Will Fish Oil Help Slow Down Your Aging Process?

Your mother always told you to “eat your fish, it is a great way to get omega 3 fatty acids”. After all, fish is brain food. heal your body, and your body will be whole. right?

For many, the answer may well have been “no”. Soy, dairy, and vegetable oil are the popular choices for “healthy” oils. Is fish oil any better?

You may be surprised to learn that the answer is a resounding yes!

Research shows that the omega 3 in fish oil helps protect your brain from age-related degeneration. In addition, the DHA fat it contains helps in washing out beta-amyloid deposits that may adhere to the brain.

Unfortunately, most Americans do not eat enough fish. The best is the “fattier” fish such as tuna and mackerel. Not only do they taste great, but they are also loaded with omega 3.

However, if you prefer not to eat fish, you may want to investigate some supplements. Fish oil is a great source of it, and many doctors recommend taking a high-quality omega 3 supplement instead.

Omega 3 fatty acids are essential to your well-being.

They are considered to be the most important nutrients there are. They are essential to your mental health and your memory and are especially important for women in their reproductive years.

They may also help reduce inflammation throughout your body, which contributes to many chronic diseases such as heart disease, asthma, allergies, and autoimmune diseases.

The moment we turn twenty-one, our incidence of chronic diseases such as heart disease, diabetes, hypertension, and cancer starts to rise. So, if you want to avoid these chronic diseases, you want to make sure you are getting enough of the right fatty acids in your diet.

Which is easier? Getting the right amount of omega 3s requires you to eat a handful of fish a day or to take a supplement. Which is better? Long, healthy life or a shorter, painful life filled with diseases?

There is strong evidence that indicates omega 3 fatty acids are essential to a healthy heart.

They keep our arteries clear, regulate heartbeat and make blood flow faster. As a result, they protect us from a heart attack.

Omega 3 fatty acids reduce inflammation throughout the body which is where we see the benefits for our heart. The chemical name for inflammation is pro-inflammatory, and omega 3s are anti-inflammatory.

They work directly on the heart cells and Achieve the prevention of heart attacks.

They prevent plaque build-up in our blood vessels, therefore, reducing our risk of heart attacks and strokes. They also directly reduce triglyceride levels which raise our blood pressure and contribute to heart disease.

And, they have been shown directly to reduce the rate of aging heart disease.

So, what is the downside of getting too much omega 3?

Despite recommendations to eat fish at least 2 times a week due to high levels of omega 3s, 85% of Americans do not eat enough! This means that many of us are getting too much omega 6, which we already get too much of.

If we go back to eating the diets of our ancestors, we would consume far more omega 3s and would not have to worry about the side effects of excess omega 6.

Omega 3 fatty acids are anti-inflammatory and are necessary for the proper function of the immune system.

Inflammation is the basis of many diseases, and omega 3s are necessary to keep this under control.

If we do not get enough omega 3s, we are far more likely to have a stroke or heart attack.
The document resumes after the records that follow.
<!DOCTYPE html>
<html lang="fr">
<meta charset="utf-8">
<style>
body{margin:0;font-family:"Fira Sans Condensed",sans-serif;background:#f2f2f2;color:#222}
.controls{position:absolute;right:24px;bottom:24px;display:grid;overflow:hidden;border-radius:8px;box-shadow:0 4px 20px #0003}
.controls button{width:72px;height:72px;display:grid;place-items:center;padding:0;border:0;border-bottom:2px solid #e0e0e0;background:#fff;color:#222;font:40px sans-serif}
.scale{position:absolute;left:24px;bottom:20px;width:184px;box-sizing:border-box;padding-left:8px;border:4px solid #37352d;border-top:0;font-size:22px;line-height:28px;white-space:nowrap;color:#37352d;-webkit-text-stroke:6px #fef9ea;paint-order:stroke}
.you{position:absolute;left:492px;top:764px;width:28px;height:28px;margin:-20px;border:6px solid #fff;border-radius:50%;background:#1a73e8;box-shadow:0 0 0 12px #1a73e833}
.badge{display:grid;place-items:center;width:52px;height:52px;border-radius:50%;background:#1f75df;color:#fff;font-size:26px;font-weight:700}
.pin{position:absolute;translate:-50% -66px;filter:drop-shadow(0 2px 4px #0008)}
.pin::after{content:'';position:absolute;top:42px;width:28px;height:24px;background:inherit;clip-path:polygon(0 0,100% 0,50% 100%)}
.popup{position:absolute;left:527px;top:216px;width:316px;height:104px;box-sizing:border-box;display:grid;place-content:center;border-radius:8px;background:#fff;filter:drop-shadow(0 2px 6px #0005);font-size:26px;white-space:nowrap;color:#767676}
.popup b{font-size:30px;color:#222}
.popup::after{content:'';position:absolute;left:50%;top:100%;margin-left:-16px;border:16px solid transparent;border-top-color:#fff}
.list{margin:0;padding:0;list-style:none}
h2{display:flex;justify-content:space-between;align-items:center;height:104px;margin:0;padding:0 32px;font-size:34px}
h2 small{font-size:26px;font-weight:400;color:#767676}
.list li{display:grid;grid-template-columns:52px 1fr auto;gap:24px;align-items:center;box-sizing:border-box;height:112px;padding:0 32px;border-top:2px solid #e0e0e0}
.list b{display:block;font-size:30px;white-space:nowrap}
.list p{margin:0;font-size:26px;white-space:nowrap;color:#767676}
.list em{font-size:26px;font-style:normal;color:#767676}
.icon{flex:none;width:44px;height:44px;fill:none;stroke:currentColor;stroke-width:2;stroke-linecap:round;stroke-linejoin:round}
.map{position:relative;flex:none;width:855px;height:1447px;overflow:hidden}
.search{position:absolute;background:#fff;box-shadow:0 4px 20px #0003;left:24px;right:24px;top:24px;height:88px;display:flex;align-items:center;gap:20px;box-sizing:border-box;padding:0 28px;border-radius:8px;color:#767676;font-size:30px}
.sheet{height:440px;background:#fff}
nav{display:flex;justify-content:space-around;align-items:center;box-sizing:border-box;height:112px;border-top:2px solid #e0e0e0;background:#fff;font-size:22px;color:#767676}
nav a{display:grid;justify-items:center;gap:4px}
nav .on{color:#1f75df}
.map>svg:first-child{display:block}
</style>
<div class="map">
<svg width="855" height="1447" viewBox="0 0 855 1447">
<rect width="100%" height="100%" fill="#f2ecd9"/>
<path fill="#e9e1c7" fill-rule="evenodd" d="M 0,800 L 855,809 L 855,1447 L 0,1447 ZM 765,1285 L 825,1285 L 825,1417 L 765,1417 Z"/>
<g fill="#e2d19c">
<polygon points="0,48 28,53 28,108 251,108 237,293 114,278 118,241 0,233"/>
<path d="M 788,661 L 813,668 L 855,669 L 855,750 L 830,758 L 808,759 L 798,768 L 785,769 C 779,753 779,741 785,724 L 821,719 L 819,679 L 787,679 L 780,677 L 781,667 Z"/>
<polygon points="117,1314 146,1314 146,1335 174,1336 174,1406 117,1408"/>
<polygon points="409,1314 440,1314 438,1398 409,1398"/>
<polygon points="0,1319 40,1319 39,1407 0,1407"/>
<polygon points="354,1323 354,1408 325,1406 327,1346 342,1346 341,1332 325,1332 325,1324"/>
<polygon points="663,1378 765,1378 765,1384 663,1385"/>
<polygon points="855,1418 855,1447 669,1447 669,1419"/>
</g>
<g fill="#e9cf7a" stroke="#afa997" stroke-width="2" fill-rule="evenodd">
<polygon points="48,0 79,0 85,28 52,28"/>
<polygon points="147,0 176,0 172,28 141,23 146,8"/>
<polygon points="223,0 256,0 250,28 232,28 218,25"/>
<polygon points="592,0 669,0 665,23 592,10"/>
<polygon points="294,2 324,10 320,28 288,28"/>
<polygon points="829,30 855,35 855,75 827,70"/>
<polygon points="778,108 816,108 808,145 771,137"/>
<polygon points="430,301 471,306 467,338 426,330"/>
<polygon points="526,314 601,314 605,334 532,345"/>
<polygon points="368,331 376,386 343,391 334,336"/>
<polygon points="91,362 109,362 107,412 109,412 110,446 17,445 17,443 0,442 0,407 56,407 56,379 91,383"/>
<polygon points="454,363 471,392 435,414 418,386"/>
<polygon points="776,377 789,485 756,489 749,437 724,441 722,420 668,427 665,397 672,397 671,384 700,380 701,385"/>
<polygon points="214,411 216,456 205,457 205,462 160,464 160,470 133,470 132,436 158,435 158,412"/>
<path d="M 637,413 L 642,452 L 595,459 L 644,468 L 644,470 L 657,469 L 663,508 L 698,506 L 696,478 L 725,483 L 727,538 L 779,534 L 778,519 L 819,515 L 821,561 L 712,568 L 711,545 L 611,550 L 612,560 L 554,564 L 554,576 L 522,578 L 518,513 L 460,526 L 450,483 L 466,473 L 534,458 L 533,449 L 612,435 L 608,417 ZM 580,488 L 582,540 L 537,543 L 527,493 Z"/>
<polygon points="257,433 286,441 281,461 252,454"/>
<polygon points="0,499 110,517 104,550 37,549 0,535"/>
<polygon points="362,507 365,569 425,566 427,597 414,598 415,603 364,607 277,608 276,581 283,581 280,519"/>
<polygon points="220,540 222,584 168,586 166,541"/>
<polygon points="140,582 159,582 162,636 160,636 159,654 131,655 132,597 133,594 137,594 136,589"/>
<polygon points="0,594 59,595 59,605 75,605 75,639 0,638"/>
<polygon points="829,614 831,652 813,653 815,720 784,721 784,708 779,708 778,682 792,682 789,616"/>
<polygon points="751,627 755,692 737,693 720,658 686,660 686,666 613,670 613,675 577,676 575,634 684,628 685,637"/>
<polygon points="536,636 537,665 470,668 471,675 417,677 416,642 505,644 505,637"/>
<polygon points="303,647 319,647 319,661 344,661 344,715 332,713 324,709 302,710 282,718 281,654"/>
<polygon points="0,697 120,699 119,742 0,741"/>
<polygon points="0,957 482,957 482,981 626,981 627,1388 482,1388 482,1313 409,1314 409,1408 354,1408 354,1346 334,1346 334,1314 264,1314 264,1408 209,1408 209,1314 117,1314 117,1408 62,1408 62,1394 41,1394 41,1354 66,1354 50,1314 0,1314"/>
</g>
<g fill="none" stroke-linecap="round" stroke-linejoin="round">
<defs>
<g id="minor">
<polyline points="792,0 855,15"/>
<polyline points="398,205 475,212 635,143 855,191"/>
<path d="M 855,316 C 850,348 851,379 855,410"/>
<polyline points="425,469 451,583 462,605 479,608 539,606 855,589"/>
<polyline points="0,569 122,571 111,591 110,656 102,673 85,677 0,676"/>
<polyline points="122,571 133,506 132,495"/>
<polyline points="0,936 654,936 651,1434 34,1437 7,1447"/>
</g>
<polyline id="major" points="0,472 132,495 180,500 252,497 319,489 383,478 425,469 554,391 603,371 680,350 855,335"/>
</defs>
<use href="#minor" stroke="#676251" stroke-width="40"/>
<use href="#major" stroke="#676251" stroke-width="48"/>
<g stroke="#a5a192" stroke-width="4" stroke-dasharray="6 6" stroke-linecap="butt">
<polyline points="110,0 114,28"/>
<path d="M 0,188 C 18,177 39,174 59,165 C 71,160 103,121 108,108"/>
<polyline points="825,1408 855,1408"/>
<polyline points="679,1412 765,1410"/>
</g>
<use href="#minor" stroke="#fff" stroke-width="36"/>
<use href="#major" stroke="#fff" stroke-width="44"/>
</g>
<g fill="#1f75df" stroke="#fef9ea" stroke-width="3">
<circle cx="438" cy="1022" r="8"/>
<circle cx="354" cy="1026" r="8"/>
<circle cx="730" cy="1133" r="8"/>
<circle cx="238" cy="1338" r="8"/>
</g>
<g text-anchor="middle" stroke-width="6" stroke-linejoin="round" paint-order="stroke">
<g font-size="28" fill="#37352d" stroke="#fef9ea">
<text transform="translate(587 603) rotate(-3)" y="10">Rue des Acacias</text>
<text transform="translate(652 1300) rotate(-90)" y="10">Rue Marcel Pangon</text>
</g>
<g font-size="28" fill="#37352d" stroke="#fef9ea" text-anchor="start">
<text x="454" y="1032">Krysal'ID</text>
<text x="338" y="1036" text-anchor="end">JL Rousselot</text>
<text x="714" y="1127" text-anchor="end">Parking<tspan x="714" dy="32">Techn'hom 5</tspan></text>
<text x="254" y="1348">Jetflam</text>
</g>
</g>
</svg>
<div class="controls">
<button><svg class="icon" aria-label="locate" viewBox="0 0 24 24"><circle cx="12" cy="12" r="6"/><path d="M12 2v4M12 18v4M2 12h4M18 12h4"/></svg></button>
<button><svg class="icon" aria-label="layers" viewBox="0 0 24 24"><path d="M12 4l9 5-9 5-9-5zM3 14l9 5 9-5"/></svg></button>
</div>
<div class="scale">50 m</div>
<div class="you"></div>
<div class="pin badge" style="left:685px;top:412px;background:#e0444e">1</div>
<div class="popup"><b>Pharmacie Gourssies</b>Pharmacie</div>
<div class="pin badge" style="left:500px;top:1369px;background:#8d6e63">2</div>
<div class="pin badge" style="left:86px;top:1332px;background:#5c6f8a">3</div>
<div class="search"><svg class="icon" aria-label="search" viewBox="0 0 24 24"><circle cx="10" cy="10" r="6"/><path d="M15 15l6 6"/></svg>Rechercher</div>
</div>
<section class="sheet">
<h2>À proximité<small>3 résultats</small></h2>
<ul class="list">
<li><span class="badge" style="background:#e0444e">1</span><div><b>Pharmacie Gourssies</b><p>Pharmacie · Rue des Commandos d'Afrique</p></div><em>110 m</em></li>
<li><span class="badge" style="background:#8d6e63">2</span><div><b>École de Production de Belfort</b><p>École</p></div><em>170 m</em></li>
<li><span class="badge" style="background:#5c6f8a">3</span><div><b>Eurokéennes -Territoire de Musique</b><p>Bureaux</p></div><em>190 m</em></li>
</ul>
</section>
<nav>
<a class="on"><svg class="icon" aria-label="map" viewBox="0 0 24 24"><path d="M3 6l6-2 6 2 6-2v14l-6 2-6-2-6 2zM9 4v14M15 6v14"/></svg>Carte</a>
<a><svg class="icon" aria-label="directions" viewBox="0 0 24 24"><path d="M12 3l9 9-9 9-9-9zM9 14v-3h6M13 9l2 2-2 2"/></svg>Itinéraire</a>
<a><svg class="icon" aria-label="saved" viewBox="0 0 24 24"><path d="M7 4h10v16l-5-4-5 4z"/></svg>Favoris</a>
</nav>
One of my patients had a heart attack after lunch one day and did not eat until dinner the next day. Since she did not eat after lunch, she had a stroke the next day. Even though she was on the diet, she did not reduce her salt intake, since she did not think she needed to.

Do you have a family history of strokes or heart attacks? Family history is great protection – it prevents one from having to take care of another member.

Increase your omega 3 consumption and reduce your omega 6 consumption. Eat more raw food. Cooking destroys the fatty acids. For example, I am almost 50 years old, and my mother never ate more than two tablespoons of raw carrots a day. But, most recipes call for at least 4 tablespoons of raw carrot.